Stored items
[Start of Attachment]

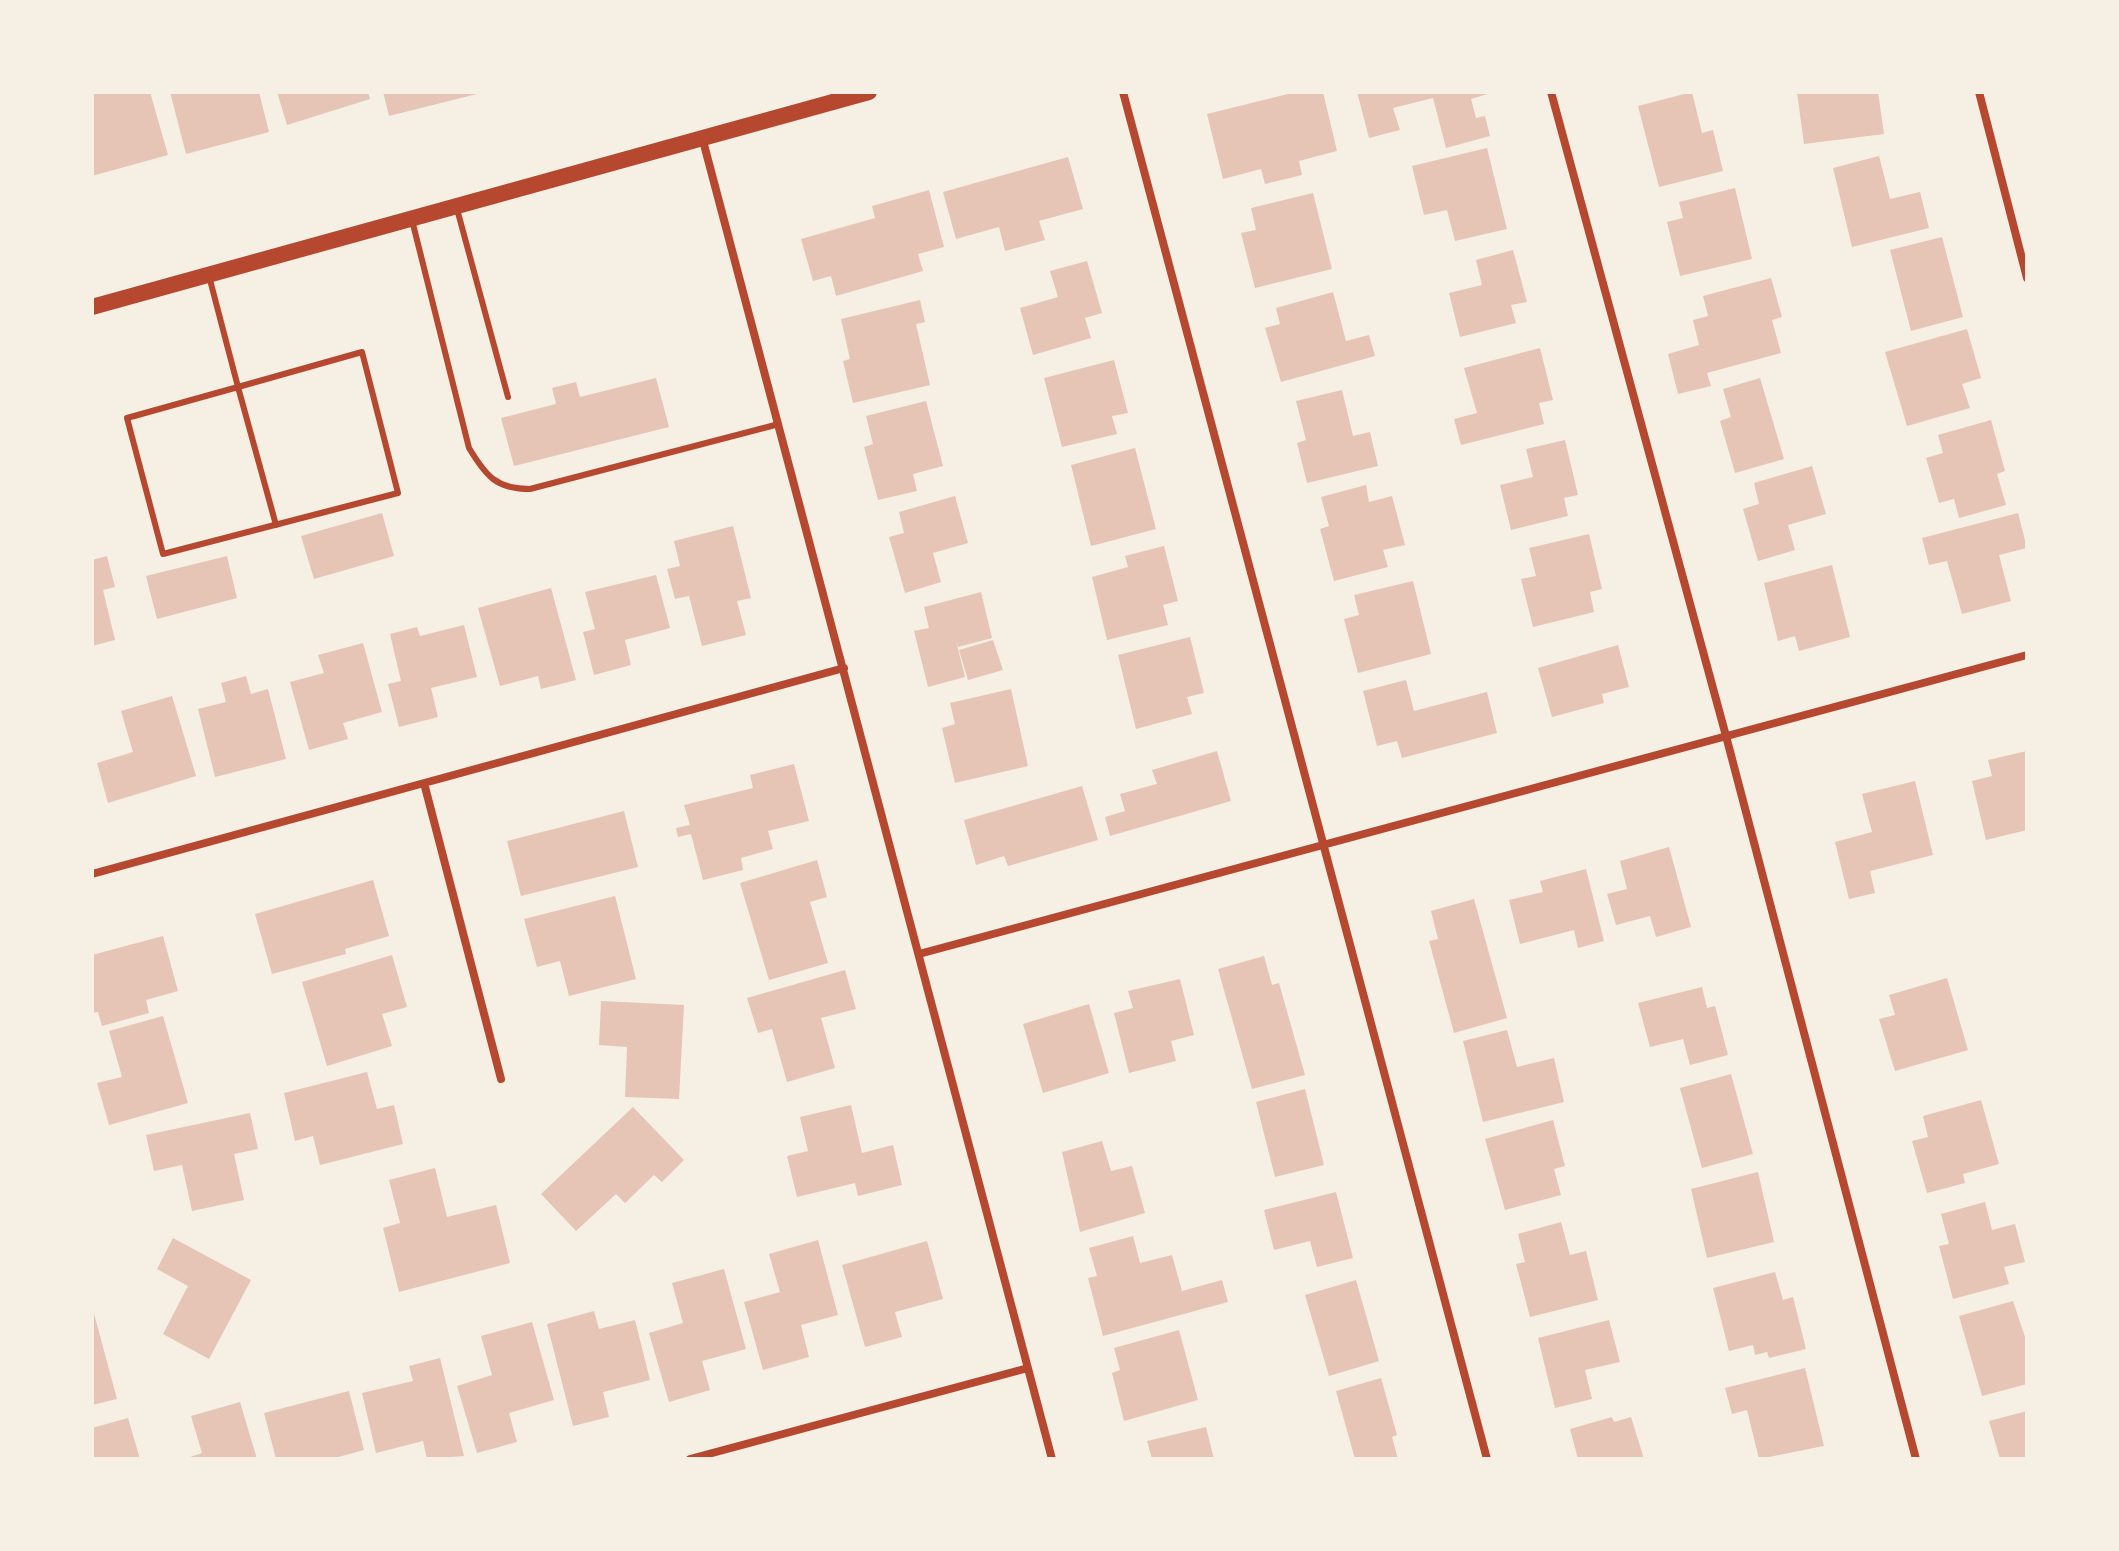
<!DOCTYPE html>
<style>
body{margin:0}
#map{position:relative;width:2119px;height:1551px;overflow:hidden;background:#f6efe4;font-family:Montserrat,sans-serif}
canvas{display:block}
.frame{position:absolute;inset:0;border:94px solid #f6efe4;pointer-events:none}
</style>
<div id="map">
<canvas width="2119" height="1551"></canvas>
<div class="frame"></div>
</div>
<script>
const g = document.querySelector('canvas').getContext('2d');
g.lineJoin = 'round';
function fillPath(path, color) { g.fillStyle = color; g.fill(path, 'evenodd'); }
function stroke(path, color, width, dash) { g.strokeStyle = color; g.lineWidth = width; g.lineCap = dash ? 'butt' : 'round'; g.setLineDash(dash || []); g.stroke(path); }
fillPath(new Path2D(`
 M92,92h58l18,63 -76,21z
 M170,92h89l10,40 -83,22z
 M277,92h91l2,7 -83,26z
 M383,92h98v1l-92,23z
 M1296,92h27l14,59 -38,10 3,14 -37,9 -4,-15 -38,10 -16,-65z
 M1357,92h137l-23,7 5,19 9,-2 5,20 -44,12 -13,-50 -40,10 7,22 -31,8z
 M1692,92l10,41 11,-3 10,41 -64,16 -21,-81z
 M1797,92h81l6,42 -80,10z
 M1487,148l20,81 -52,12 -8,-31 -23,5 -12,-49z
 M1879,156l11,43 30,-7 9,36 -77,19 -19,-79z
 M1068,157l15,52 -44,12 6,19 -40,11 -6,-24 -43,12 -13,-47z
 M1735,188l17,71 -72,17 -13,-54 16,-4 -4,-16z
 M929,190l15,57 -26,7 5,17 -87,25 -5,-20 -18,5 -12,-42 74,-21 -3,-12z
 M1313,193l19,76 -77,19 -14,-55 15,-3 -5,-22z
 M1942,237l21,80 -52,14 -21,-81z
 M1513,250l14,52 -16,3 5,18 -56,14 -11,-44 33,-8 -6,-25z
 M1087,261l15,52 -17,5 6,20 -58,17 -13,-47 38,-11 -8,-26z
 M1771,278l11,39 -10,3 9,33 -74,20 4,13 -33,8 -10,-40 31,-9 -6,-25 15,-4 -5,-20z
 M1333,292l13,49 23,-6 6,21 -94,26 -16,-54 15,-4 -4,-16z
 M920,300l5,22 -9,2 14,61 -77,18 -10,-42 7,-2 -9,-40z
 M1967,329l14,49 -19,6 8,24 -63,18 -22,-74z
 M1540,348l13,52 -14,3 5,21 -83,21 -7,-26 23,-6 -13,-45z
 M1114,360l14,53 -16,3 5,18 -55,13 -18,-69z
 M656,378l13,49 -155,39 -13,-48 55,-14 -4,-16 24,-6 4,15z
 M1760,378l24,81 -49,14 -15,-52 11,-4 -8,-28z
 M1342,390l11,46 17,-4 8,34 -71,17 -10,-40 9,-3 -10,-39z
 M926,401l17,65 -30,8 4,17 -39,9 -14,-53 9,-3 -7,-28z
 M1991,420l14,51 -8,3 9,31 -47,13 -5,-19 -15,4 -13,-45 17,-5 -5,-18z
 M1565,440l13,55 -14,3 4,18 -57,14 -11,-45 33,-8 -7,-28z
 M1135,448l21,81 -65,17 -20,-81z
 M1812,466l14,48 -38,11 7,25 -37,11 -15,-52 16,-5 -5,-21z
 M1366,485l3,17 23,-6 13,49 -22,5 5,17 -54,14 -14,-52 9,-3 -8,-29z
 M955,496l13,47 -35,10 8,29 -36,11 -16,-56 15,-4 -5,-21z
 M382,513l12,43 -80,23 -13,-43z
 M2018,513l9,35 -28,7 12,46 -49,13 -15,-53 -18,4 -7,-27z
 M733,526l18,72 -14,3 9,34 -44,11 -13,-50 -14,3 -8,-30 13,-3 -6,-25z
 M1589,534l13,55 -12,3 4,20 -61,15 -12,-48 15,-3 -7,-28z
 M1164,546l14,55 -15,4 5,20 -61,15 -15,-63 36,-10 -3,-11z
 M107,556l8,31 -12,3 12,50 -23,6v-86z
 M227,556l10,42 -80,21 -11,-43z
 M1832,565l18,72 -51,14 -4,-15 -17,5 -14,-58z
 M656,575l14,53 -45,12 6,25 -37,10 -11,-43 12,-3 -10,-37z
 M1413,581l18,73 -73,19 -14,-54 15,-4 -5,-20z
 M551,588l25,92 -35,9 -3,-13 -38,10 -22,-78z
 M981,592l11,46 -34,9 -2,-6 9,36 -37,10 -14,-56 15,-3 -5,-21z
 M464,625l13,52 -46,11 7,29 -39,10 -11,-43 13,-3 -11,-47 27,-7 3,9z
 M1190,637l14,56 -17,4 5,17 -56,15 -18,-74z
 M993,640l10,30 -35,10 -9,-30z
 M363,643l19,69 -39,11 5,16 -39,11 -19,-68 34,-9 -6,-18z
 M1618,645l11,42 -27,7 2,9 -52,14 -14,-49z
 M246,676l5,18 17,-5 18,70 -71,18 -17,-68 28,-7 -5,-19z
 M1406,680l8,31 73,-19 10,41 -95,25 -5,-17 -20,5 -14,-55z
 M1011,689l17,77 -73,17 -13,-55 13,-4 -5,-21z
 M172,696l24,80 -88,27 -11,-40 36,-11 -12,-41z
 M1217,751l14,50 -121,35 -5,-19 20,-6 -5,-17 37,-10 -5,-14z
 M2027,751v79l-41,10 -14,-59 20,-5 -4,-16z
 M794,764l15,57 -41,10 5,18 -32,9 2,12 -40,10 -12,-46 -13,3 -2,-9 14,-3 -6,-20 69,-17 -3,-13z
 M1915,781l18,74 -63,16 5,22 -26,6 -14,-57 37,-10 -10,-38z
 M1082,786l16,54 -90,26 -4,-10 -28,9 -12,-45z
 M624,811l14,56 -117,29 -14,-55z
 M1669,847l22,80 -35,10 -6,-21 -34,9 -9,-31 20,-5 -7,-28z
 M817,860l10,37 -17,5 18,61 -59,17 -29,-97z
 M1586,869l18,72 -26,7 -4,-18 -54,14 -11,-44 34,-8 -3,-11z
 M373,880l16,56 -44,13 1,5 -74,20 -17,-60z
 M615,896l21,83 -67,17 -9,-35 -23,6 -13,-48z
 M1474,899l33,119 -53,15 -25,-92 9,-2 -7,-28z
 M163,936l15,55 -32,9 3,13 -47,13 -4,-14 -6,1v-58z
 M392,955l15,52 -25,7 10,32 -65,20 -25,-84z
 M1264,956l8,29 7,-2 26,92 -53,14 -34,-120z
 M845,970l11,39 -35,9 14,50 -48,14 -15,-53 -14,4 -11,-35z
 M1947,978l21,72 -73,21 -16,-52 16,-4 -6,-20z
 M1180,979l14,56 -23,6 5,20 -47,12 -15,-60 19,-5 -5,-17z
 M1702,987l5,21 8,-2 13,49 -38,10 -7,-26 -33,8 -12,-44z
 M601,1001l83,4 -5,94 -54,-2 2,-50 -28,-2z
 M1089,1004l20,69 -66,20 -20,-69z
 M163,1016l25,87 -79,22 -12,-42 25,-6 -13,-46z
 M1507,1030l10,37 37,-9 10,44 -81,20 -20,-81z
 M367,1072l10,37 17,-4 9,39 -83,21 -7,-29 -18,5 -11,-48z
 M1731,1074l22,80 -51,14 -22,-80z
 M1305,1089l19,76 -49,12 -19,-75z
 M1981,1100l18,64 -36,10 2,9 -38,10 -15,-52 16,-4 -5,-21z
 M851,1105l11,48 31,-8 9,40 -44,11 -3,-13 -58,14 -10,-41 21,-5 -8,-34z
 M633,1107l51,53 -22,22 -8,-7 -29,28 -9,-9 -40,37 -35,-37z
 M250,1113l8,36 -24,5 10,46 -52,11 -10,-46 -28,6 -8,-36z
 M1553,1120l12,46 -11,3 7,26 -56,15 -20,-71z
 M1102,1141l9,30 21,-5 13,47 -65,19 -18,-80z
 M435,1168l12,49 49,-12 14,58 -111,29 -16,-64 17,-5 -11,-43z
 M1758,1172l16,70 -67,16 -16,-69z
 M1336,1192l17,66 -36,9 -7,-26 -36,9 -10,-40z
 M1985,1202l7,28 23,-6 10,38 -21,5 5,17 -56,15 -14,-53 10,-2 -8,-30z
 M1561,1222l9,33 16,-4 12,49 -68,17 -14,-53 9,-2 -7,-28z
 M1133,1236l7,27 32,-8 10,36 40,-11 6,22 -125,34 -15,-58 9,-2 -8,-28z
 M173,1238l78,42 -42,79 -46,-25 25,-48 -31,-17z
 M818,1240l20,75 -37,10 8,32 -46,13 -19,-68 36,-10 -11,-38z
 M927,1241l16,58 -48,13 7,25 -37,10 -23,-82z
 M724,1269l22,80 -44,12 8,29 -41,12 -20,-69 34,-10 -11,-40z
 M1775,1272l8,28 10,-3 13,52 -37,9 -2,-6 -12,3 -2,-10 -24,6 -16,-63z
 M1356,1280l23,81 -50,15 -24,-81z
 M2013,1301l14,42v41l-45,12 -23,-80z
 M92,1306l25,93 -25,6z
 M594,1311l5,18 36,-9 15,60 -47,12 6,25 -36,9 -26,-102z
 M1609,1320l11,42 -35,8 7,29 -37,9 -17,-70z
 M532,1322l22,78 -45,13 8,29 -40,11 -20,-67 35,-11 -11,-39z
 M1179,1330l19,70 -74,21 -12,-48 8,-3 -6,-22z
 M440,1358l24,98 -37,3 -4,-18 -47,12 -14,-60 51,-12 -4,-15z
 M1805,1368l19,78 -65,13 -12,-49 -15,4 -7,-26z
 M1381,1378l16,57 -5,2 6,22h-43l-19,-68z
 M349,1391l15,59 -33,9h-55l-12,-46z
 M240,1402l17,57h-73l18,-6 -11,-37z
 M2027,1411v48h-27l-11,-38z
 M1612,1417l2,5 17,-5 13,42h-66l-8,-30z
 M128,1418l12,41h-48v-31z
 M1206,1427l8,32h-62l-5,-18z`), '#e6c5b7');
stroke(new Path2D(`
 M457,209l51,188
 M412,220l57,228c17,28 27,41 61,41l249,-65
 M209,276l29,111 124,-35 36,141 -235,61 -36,-136 111,-31 38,138`), '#b5482f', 6);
stroke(new Path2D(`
 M1123,92l364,1367
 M1551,92l175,644 190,723
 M1979,92l48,186
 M702,137l350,1322
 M424,783l77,296
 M92,874l752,-206
 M919,954l1108,-299
 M690,1459l338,-91`), '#b5482f', 8);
stroke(new Path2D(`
 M92,307l777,-215`), '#b5482f', 16);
</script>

[End of Attachment]

### Work instruction
Please find every line in the records that contains the word "canvas", and copy it out.

### Task response
canvas{display:block}
<canvas width="2119" height="1551"></canvas>
const g = document.querySelector('canvas').getContext('2d');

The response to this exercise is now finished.